While the security industry tends to lag behind other industries when it comes to adopting new technologies, I expect this field will soon catch up with trends such as cloud computing, blockchain technology and edge devices which are already being used in many sectors today.

Using big data for responsible disclosure of cyber vulnerabilities: Using human power alone, researchers would take decades or more to find out about every single vulnerability that exists within a large piece of software.

This is why information on vulnerabilities must be shared responsibility among relevant parties.

Because big data offers unprecedented insight into system behavior, it could be used for responsible disclosure by researchers to quickly pinpoint areas of the software that are more at risk for cyber attacks due to vulnerabilities.

Reduce overall cost of cyber security: At the moment there is no consensus on how much money is being spent globally on cyber security each year; however, reports suggest that the number exceeds hundreds of billions of dollars (NetDiligence).

One main reason why it is so difficult to get an accurate estimate is that products on the market are constantly changing and developers use different tools and techniques to build them. Big data could help overcome this challenge in two ways:

First, collecting basic information such as device IDs and timestamps for all access logs and files would enable any organization to record and analyze all changes made to their systems over the years.

This could help pinpoint malicious activity much faster than traditional methods such as searching through thousands of different apps and environments for signs of compromise.

Second, big data analysis may assist in discovering commonalities across different types of cyberattacks enabling researchers to create signatures that can be used by security products on the market today (e.g.

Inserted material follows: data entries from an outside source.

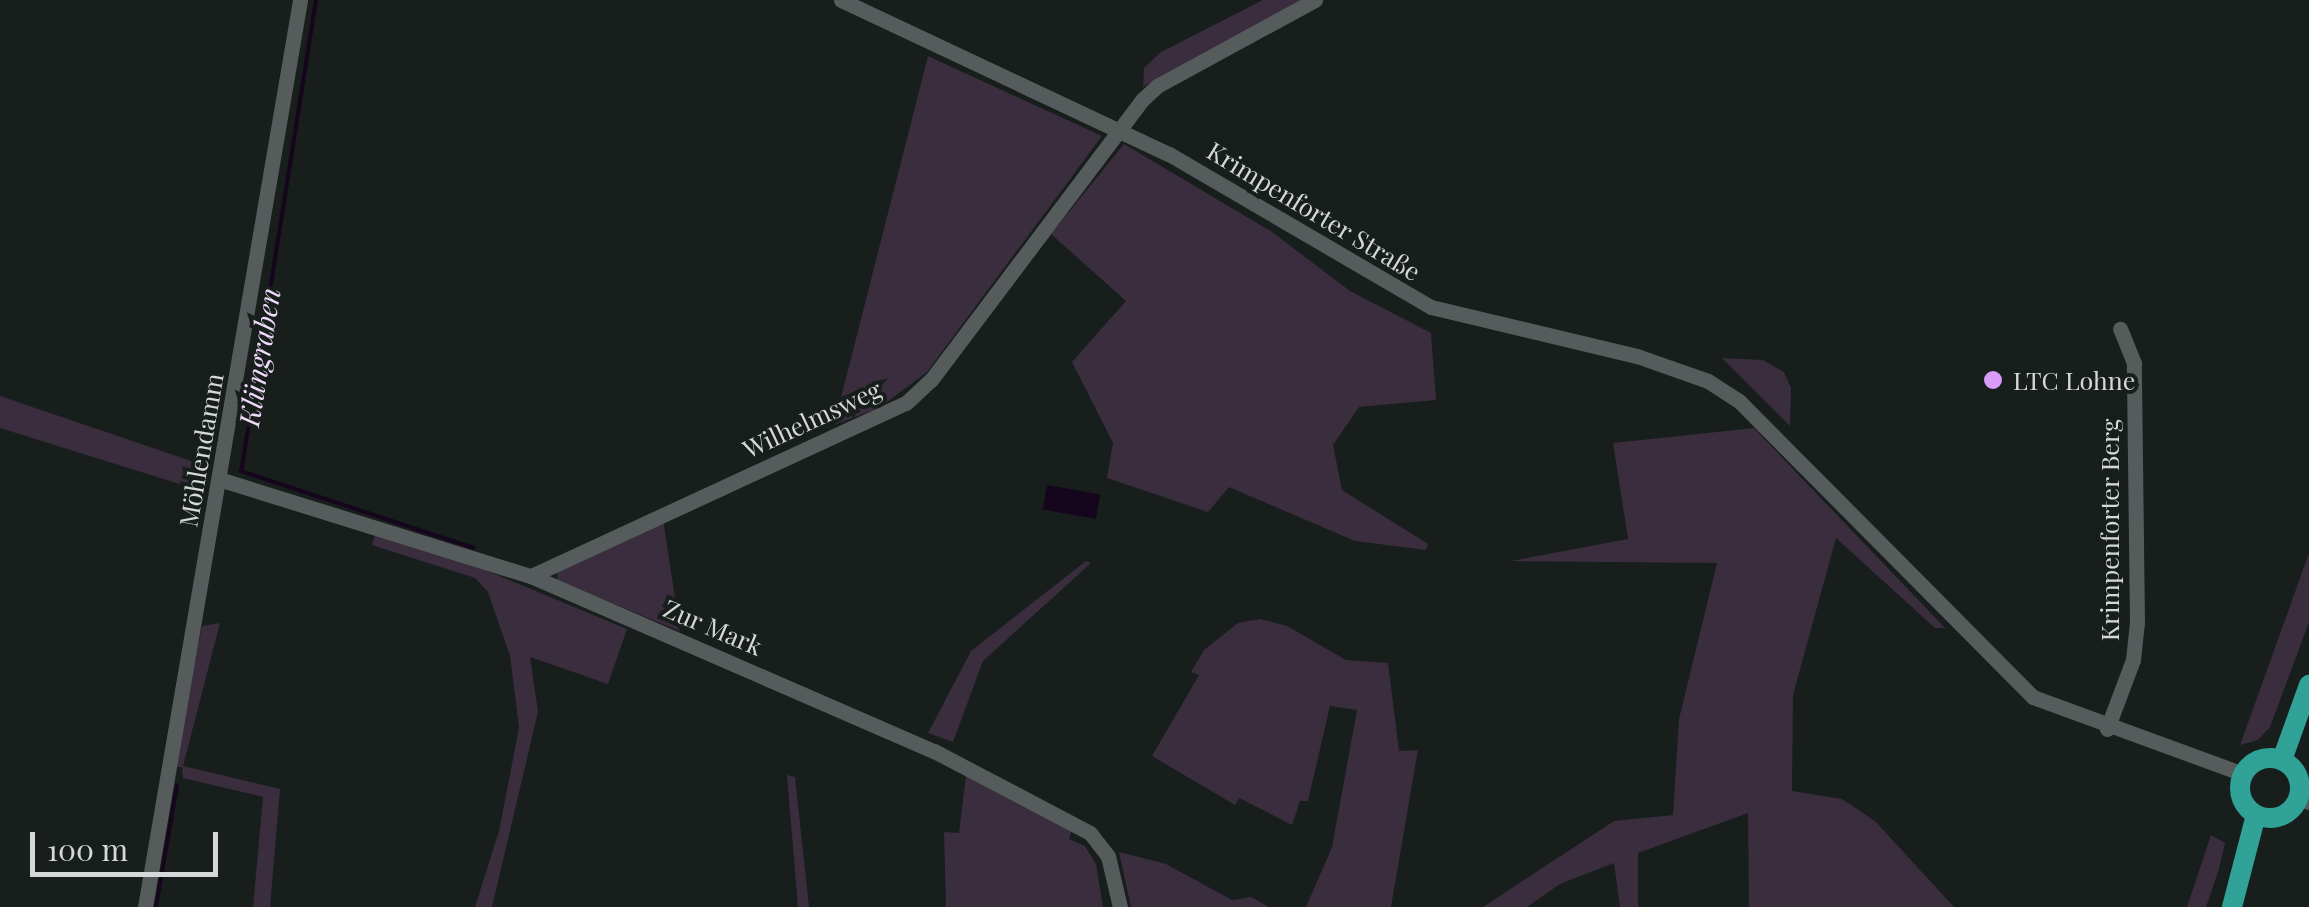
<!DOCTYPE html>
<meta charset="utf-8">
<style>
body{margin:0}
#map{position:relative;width:2309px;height:907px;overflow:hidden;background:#171e1c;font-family:"Playfair Display",serif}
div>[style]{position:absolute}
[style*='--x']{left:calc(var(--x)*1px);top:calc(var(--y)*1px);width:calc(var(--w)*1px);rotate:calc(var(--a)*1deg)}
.green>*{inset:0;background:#392d3e}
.water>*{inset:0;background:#16061d;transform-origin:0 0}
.stream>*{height:4px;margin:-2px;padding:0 2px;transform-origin:2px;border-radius:2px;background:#16061d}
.minor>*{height:15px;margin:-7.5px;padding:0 7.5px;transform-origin:7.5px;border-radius:7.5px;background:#555c5b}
.major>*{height:20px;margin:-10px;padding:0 10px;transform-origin:10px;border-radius:10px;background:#30a297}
.major>.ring{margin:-10px;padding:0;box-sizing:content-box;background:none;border:20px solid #30a297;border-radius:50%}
.dots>*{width:28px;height:28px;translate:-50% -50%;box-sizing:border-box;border:5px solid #171e1c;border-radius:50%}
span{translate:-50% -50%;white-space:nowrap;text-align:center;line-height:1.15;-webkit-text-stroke:8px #171e1c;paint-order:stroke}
.street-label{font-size:25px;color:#d4d8d8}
.poi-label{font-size:25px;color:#d4d8d8}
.left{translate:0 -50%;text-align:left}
.water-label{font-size:28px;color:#f0dafa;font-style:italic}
.scale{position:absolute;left:30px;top:832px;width:188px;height:45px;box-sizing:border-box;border:5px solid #d4d8d8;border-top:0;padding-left:12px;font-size:30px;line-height:35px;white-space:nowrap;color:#d4d8d8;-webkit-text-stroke:8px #171e1c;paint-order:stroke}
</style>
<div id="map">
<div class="green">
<div style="clip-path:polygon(1263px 0,1305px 0,1143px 87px,1144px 68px,1161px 52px)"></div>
<div style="clip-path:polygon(928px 56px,1102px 136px,927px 372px,879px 408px,834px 425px)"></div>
<div style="clip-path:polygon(1124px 144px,1272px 232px,1350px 291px,1431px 333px,1436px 400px,1359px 407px,1333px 445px,1342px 490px,1428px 544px,1426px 550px,1355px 541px,1229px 487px,1208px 512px,1107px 478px,1113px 443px,1072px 362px,1126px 301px,1051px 234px)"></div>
<div style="clip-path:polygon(1722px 358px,1763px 360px,1784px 372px,1791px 388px,1790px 426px)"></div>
<div style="clip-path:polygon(0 396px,209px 467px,202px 491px,0 428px)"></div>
<div style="clip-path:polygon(1754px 428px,1945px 628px,1935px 628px,1836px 538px,1793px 695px,1792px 791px,1842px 799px,1875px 821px,1954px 907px,1749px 907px,1748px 813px,1638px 853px,1638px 907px,1620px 907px,1614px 863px,1560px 884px,1527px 907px,1483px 907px,1614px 821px,1673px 815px,1679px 719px,1717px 563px,1511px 561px,1628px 539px,1613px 443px)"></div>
<div style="clip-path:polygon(663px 519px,680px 631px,557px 581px,558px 567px)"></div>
<div style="clip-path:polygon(375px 535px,480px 568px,627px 629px,608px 684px,530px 657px,538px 712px,492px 907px,475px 907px,499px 831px,519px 728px,510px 656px,488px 592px,475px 578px,372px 545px)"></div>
<div style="clip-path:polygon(2309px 553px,2309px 622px,2270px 727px,2258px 740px,2240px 745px)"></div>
<div style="clip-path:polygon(1086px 561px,1091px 563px,983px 661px,953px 742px,928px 733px,971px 651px)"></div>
<div style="clip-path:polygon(1260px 619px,1287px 626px,1346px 660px,1388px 663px,1399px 751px,1418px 750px,1391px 907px,1306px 907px,1332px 847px,1357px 710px,1330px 706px,1308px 801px,1300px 801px,1292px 825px,1239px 798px,1235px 805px,1152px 756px,1199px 675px,1191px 672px,1204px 650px,1238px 623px)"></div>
<div style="clip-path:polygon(220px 623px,183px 766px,280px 789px,270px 907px,253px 907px,263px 797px,183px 778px,182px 767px,173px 767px,202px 626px)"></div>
<div style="clip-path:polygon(787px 775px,795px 777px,809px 907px,798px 907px)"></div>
<div style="clip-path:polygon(966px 775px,1072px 830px,1069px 839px,1085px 846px,1096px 864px,1103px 907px,946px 907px,944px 832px,959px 833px)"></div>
<div style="clip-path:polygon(2211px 835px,2225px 843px,2219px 869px,2206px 907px,2187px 907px)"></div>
<div style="clip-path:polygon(1119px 852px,1166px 864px,1232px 900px,1251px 897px,1269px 907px,1131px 907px)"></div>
</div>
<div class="water">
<div style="left:1047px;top:485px;width:54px;height:25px;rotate:10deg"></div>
</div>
<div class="stream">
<div style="--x:316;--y:0;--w:477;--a:99"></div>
<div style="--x:241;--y:471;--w:245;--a:18.3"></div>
<div style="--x:156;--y:907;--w:123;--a:-80.2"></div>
</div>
<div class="minor">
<div style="--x:841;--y:0;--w:362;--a:25.2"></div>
<div style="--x:1169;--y:154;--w:303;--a:30.3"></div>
<div style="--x:1431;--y:307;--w:212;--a:13.4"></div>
<div style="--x:1637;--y:356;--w:75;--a:19.4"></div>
<div style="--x:1708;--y:381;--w:37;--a:33"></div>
<div style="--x:1739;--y:401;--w:417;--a:45.2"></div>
<div style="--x:2033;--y:697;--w:224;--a:20.1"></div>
<div style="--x:222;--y:480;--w:324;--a:17.3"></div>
<div style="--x:531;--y:576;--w:439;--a:23.5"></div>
<div style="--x:934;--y:751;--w:176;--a:27.7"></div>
<div style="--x:1090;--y:833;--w:29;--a:52"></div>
<div style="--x:1108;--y:856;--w:52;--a:76.8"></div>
<div style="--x:531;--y:576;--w:413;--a:-24.8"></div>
<div style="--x:906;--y:403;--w:34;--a:-43"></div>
<div style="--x:931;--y:380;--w:351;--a:-53"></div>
<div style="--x:1142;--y:100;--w:21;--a:-43"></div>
<div style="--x:1157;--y:86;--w:180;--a:-28.6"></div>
<div style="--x:2107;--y:729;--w:74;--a:-69.4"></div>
<div style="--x:2133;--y:660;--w:37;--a:-84"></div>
<div style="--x:2137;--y:623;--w:260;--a:-90.7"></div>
<div style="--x:2134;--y:363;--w:37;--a:-112"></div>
<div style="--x:2298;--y:798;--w:12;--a:20"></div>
<div style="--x:145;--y:907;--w:920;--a:-80.3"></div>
</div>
<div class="major">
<div class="ring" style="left:2240px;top:758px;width:40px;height:40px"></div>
<div style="--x:2282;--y:760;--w:80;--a:-70.2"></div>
<div style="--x:2232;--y:907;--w:95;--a:-75.4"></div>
</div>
<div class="dots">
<div style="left:1993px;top:380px;background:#da9af7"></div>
</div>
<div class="street-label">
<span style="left:1314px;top:211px;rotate:31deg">Krimpenforter Straße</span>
<span style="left:812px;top:419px;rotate:-25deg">Wilhelmsweg</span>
<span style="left:201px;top:450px;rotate:-80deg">Möhlendamm</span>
<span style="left:2109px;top:530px;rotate:-90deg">Krimpenforter Berg</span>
<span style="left:713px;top:627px;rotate:23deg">Zur Mark</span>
</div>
<div class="poi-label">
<span class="left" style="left:2013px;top:380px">LTC Lohne</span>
</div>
<div class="water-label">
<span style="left:259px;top:357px;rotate:-81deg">Klüngraben</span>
</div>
<div class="scale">100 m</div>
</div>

Fortinet FortiGate ).

Provide real-time visibility into network traffic: At the moment there exist very few ways to know what is going on inside a system;

Unknown threats are detected almost exclusively after an attack has taken place, giving hackers time to cover their tracks thus making it difficult to identify and stop them.

Big data techniques such as machine learning (ML) and artificial intelligence (AI) could change this by helping security companies detect unknown threats in real time even if they have never been seen before.

For example, AI could be used to scan network traffic for unique patterns that are characteristic of an attack.

Real-time mapping of cyber threats: Companies that provide computer security services face the daunting task of constantly adapting to an ever-changing landscape of threats and it is becoming increasingly difficult to stay a step ahead.

Big data could help by providing a real-time map of all cyber threats in the world. This would allow security analysts to quickly create intelligence reports that accurately reflect what is going on in the cyber landscape today.